Collected data:
========

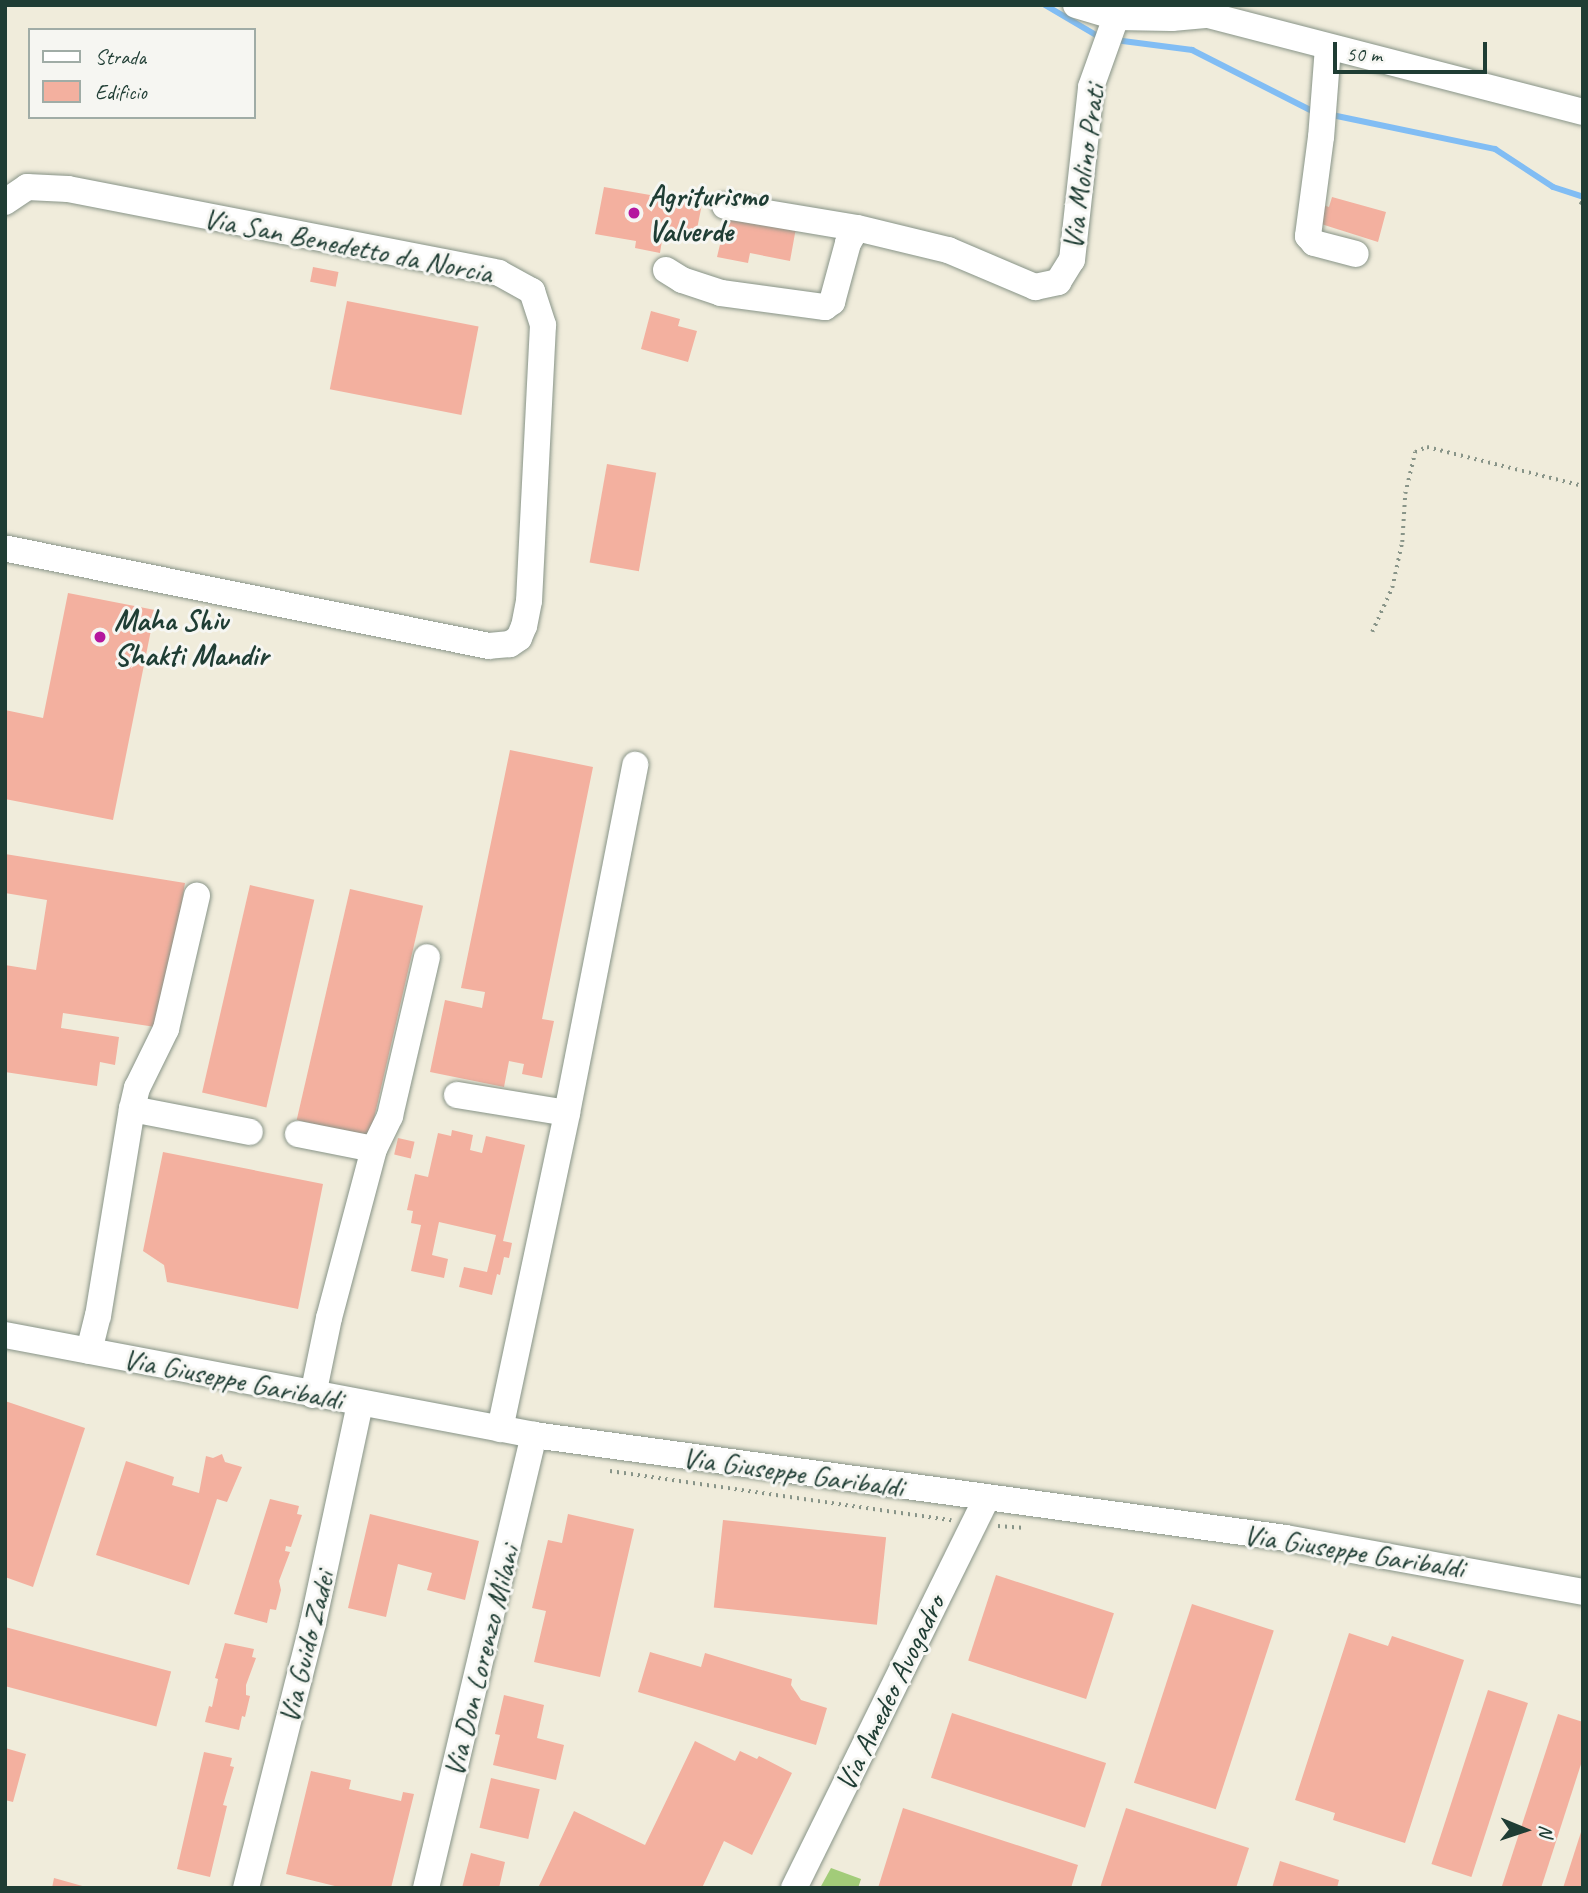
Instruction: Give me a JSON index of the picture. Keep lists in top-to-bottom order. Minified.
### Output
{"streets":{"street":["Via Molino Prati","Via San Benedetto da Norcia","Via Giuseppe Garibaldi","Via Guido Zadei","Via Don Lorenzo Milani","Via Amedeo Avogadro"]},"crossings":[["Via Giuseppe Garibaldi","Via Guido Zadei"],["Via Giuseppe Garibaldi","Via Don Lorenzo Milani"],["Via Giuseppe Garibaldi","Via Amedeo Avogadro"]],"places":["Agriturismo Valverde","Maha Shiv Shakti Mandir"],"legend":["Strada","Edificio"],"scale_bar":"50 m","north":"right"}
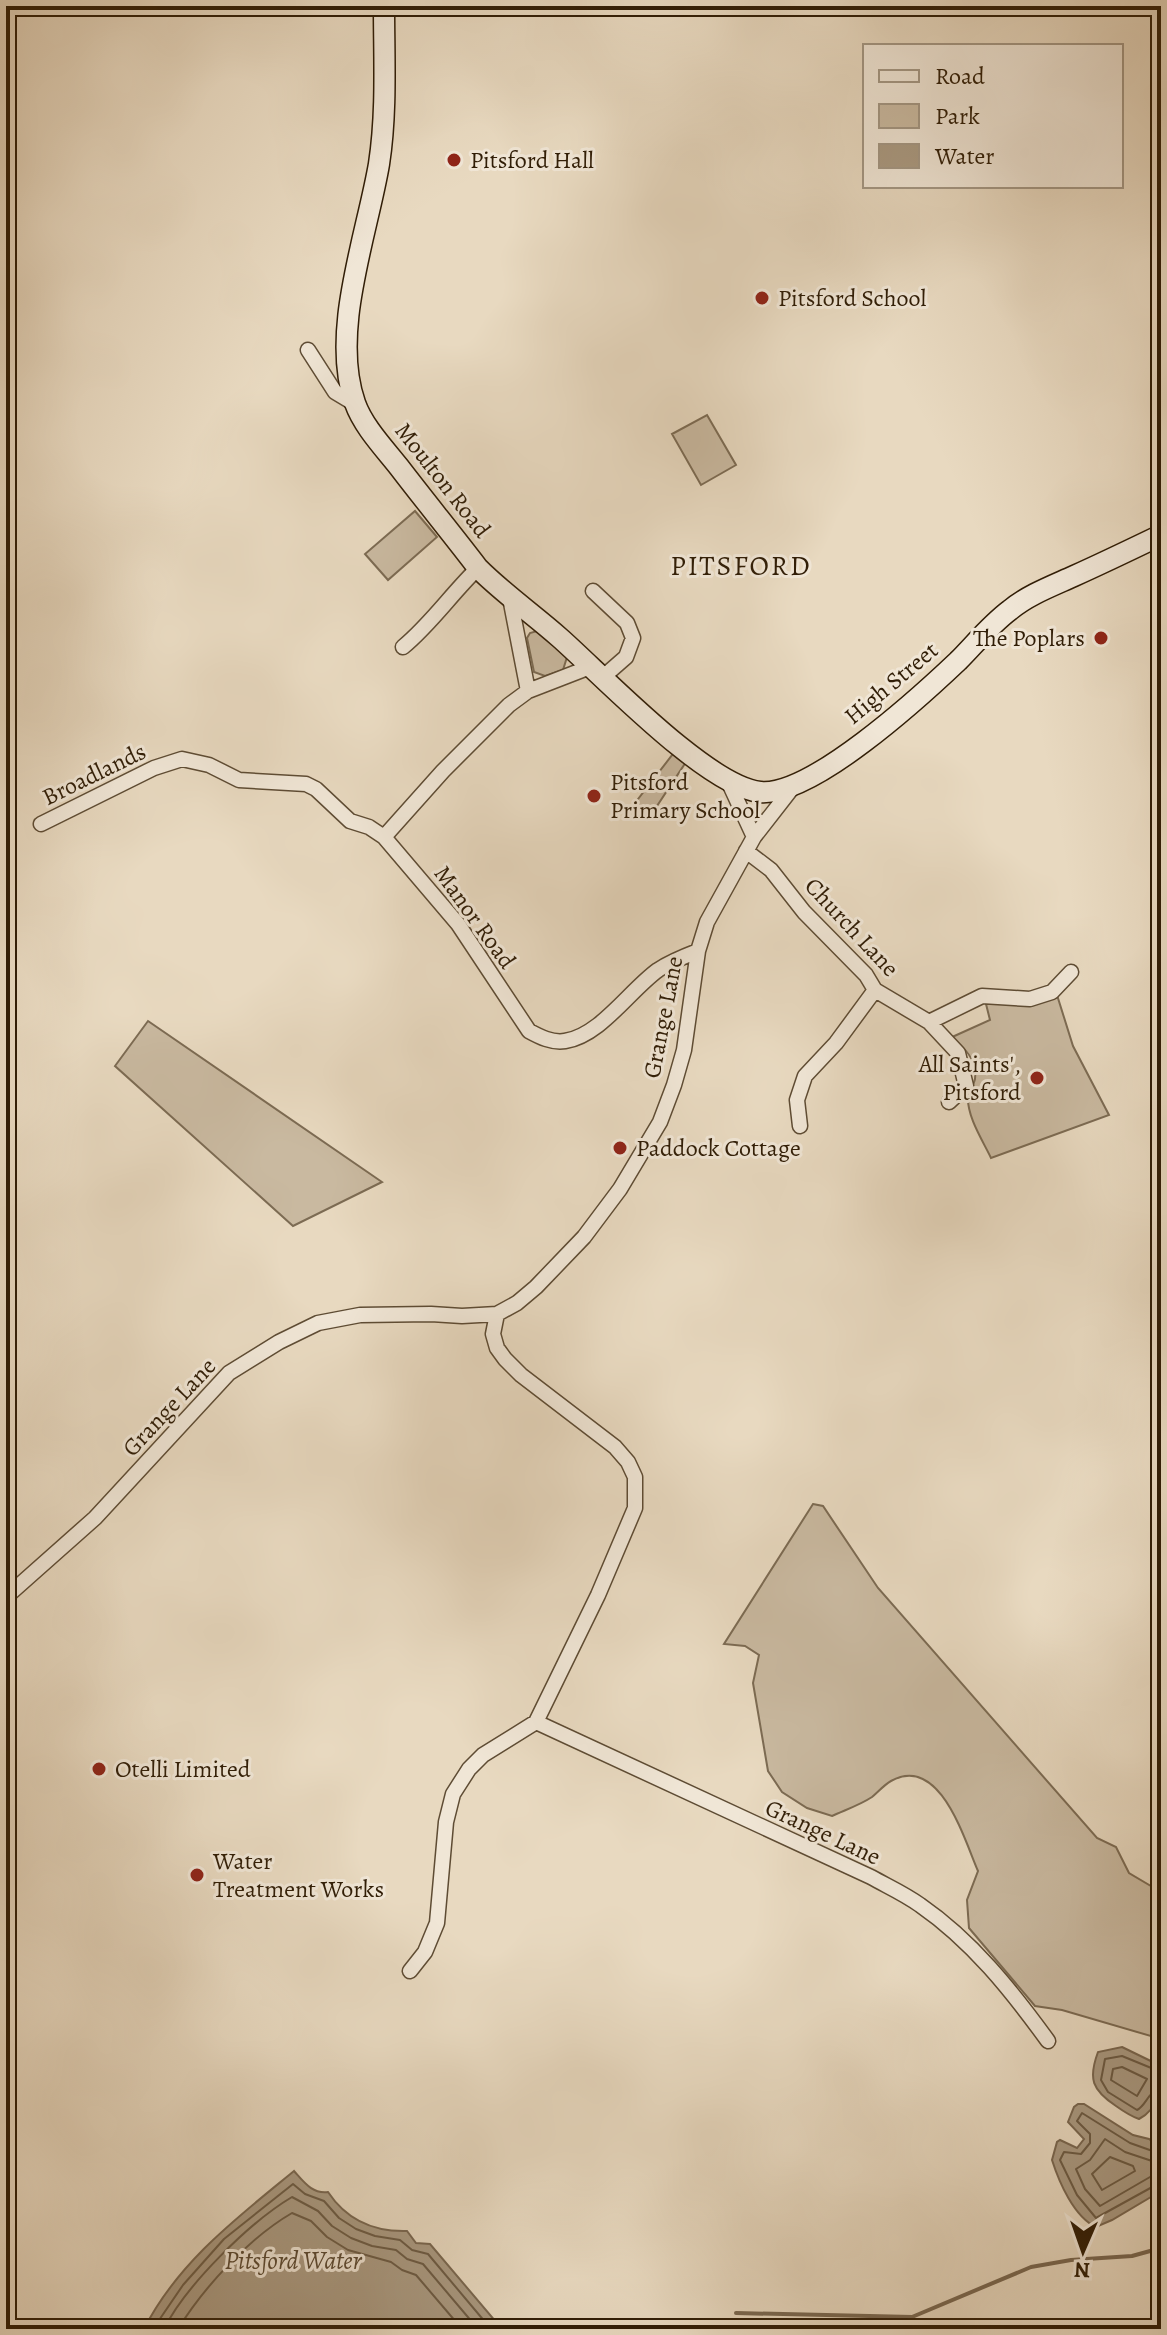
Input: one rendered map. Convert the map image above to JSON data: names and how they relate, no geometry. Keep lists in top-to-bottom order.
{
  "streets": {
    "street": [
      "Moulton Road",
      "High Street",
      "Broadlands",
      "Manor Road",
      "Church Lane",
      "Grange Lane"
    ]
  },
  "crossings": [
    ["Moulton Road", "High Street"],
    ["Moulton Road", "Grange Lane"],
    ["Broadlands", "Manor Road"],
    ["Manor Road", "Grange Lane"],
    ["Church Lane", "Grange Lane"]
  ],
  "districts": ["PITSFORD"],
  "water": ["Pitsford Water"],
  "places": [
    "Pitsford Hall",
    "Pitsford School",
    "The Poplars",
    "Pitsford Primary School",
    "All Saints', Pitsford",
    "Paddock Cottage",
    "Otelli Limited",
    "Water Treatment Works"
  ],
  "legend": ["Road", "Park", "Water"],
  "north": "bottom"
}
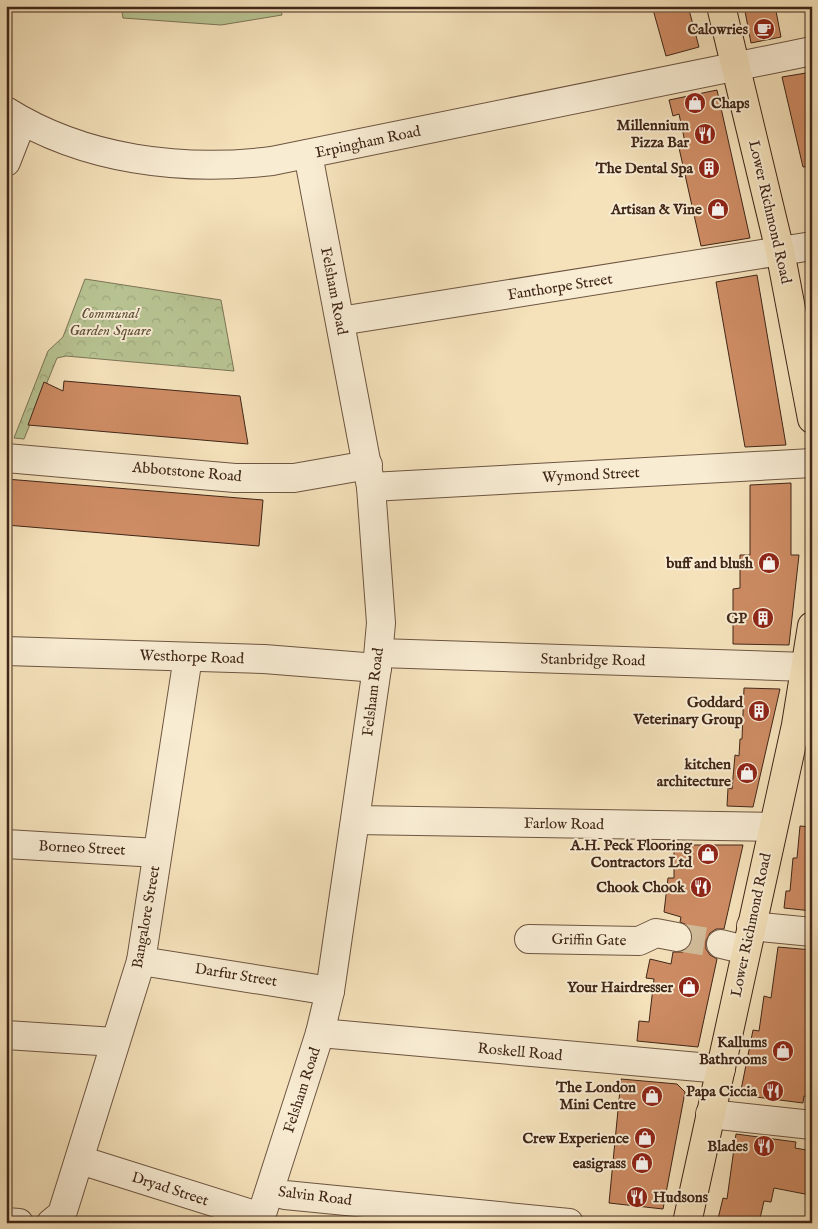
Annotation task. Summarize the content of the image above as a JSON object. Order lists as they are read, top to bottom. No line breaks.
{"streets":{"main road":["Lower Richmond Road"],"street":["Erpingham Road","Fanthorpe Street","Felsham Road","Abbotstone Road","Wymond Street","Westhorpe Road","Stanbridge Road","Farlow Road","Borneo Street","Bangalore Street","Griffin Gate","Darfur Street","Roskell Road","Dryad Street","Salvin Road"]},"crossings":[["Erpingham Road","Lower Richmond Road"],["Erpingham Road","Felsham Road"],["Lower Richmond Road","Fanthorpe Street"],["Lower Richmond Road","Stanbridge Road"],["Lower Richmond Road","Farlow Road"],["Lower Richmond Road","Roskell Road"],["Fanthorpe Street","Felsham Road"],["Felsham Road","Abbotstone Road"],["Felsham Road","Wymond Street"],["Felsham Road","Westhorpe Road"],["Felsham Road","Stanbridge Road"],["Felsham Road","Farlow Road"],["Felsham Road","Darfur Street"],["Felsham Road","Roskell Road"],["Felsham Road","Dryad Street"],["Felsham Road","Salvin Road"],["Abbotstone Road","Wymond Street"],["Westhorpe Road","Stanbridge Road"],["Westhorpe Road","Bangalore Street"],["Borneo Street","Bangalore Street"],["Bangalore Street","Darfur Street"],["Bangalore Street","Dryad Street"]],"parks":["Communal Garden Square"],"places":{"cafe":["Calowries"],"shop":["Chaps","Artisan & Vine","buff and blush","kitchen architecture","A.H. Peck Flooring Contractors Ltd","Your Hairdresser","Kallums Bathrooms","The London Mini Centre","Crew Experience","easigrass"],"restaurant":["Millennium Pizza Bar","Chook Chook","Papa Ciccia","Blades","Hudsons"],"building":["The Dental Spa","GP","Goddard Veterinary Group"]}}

========

What you have to do: Quote the data above in full, leaving out the pictures it holds.

Your solution:
Instruction: Give me a JSON index of the picture. Keep lists in top-to-bottom order. Minified.
### Output
{"streets":{"street":["Via Molino Prati","Via San Benedetto da Norcia","Via Giuseppe Garibaldi","Via Guido Zadei","Via Don Lorenzo Milani","Via Amedeo Avogadro"]},"crossings":[["Via Giuseppe Garibaldi","Via Guido Zadei"],["Via Giuseppe Garibaldi","Via Don Lorenzo Milani"],["Via Giuseppe Garibaldi","Via Amedeo Avogadro"]],"places":["Agriturismo Valverde","Maha Shiv Shakti Mandir"],"legend":["Strada","Edificio"],"scale_bar":"50 m","north":"right"}
Input: one rendered map. Convert the map image above to JSON data: names and how they relate, no geometry. Keep lists in top-to-bottom order.
{
  "streets": {
    "street": [
      "Moulton Road",
      "High Street",
      "Broadlands",
      "Manor Road",
      "Church Lane",
      "Grange Lane"
    ]
  },
  "crossings": [
    ["Moulton Road", "High Street"],
    ["Moulton Road", "Grange Lane"],
    ["Broadlands", "Manor Road"],
    ["Manor Road", "Grange Lane"],
    ["Church Lane", "Grange Lane"]
  ],
  "districts": ["PITSFORD"],
  "water": ["Pitsford Water"],
  "places": [
    "Pitsford Hall",
    "Pitsford School",
    "The Poplars",
    "Pitsford Primary School",
    "All Saints', Pitsford",
    "Paddock Cottage",
    "Otelli Limited",
    "Water Treatment Works"
  ],
  "legend": ["Road", "Park", "Water"],
  "north": "bottom"
}
Annotation task. Summarize the content of the image above as a JSON object. Order lists as they are read, top to bottom. No line breaks.
{"streets":{"main road":["Lower Richmond Road"],"street":["Erpingham Road","Fanthorpe Street","Felsham Road","Abbotstone Road","Wymond Street","Westhorpe Road","Stanbridge Road","Farlow Road","Borneo Street","Bangalore Street","Griffin Gate","Darfur Street","Roskell Road","Dryad Street","Salvin Road"]},"crossings":[["Erpingham Road","Lower Richmond Road"],["Erpingham Road","Felsham Road"],["Lower Richmond Road","Fanthorpe Street"],["Lower Richmond Road","Stanbridge Road"],["Lower Richmond Road","Farlow Road"],["Lower Richmond Road","Roskell Road"],["Fanthorpe Street","Felsham Road"],["Felsham Road","Abbotstone Road"],["Felsham Road","Wymond Street"],["Felsham Road","Westhorpe Road"],["Felsham Road","Stanbridge Road"],["Felsham Road","Farlow Road"],["Felsham Road","Darfur Street"],["Felsham Road","Roskell Road"],["Felsham Road","Dryad Street"],["Felsham Road","Salvin Road"],["Abbotstone Road","Wymond Street"],["Westhorpe Road","Stanbridge Road"],["Westhorpe Road","Bangalore Street"],["Borneo Street","Bangalore Street"],["Bangalore Street","Darfur Street"],["Bangalore Street","Dryad Street"]],"parks":["Communal Garden Square"],"places":{"cafe":["Calowries"],"shop":["Chaps","Artisan & Vine","buff and blush","kitchen architecture","A.H. Peck Flooring Contractors Ltd","Your Hairdresser","Kallums Bathrooms","The London Mini Centre","Crew Experience","easigrass"],"restaurant":["Millennium Pizza Bar","Chook Chook","Papa Ciccia","Blades","Hudsons"],"building":["The Dental Spa","GP","Goddard Veterinary Group"]}}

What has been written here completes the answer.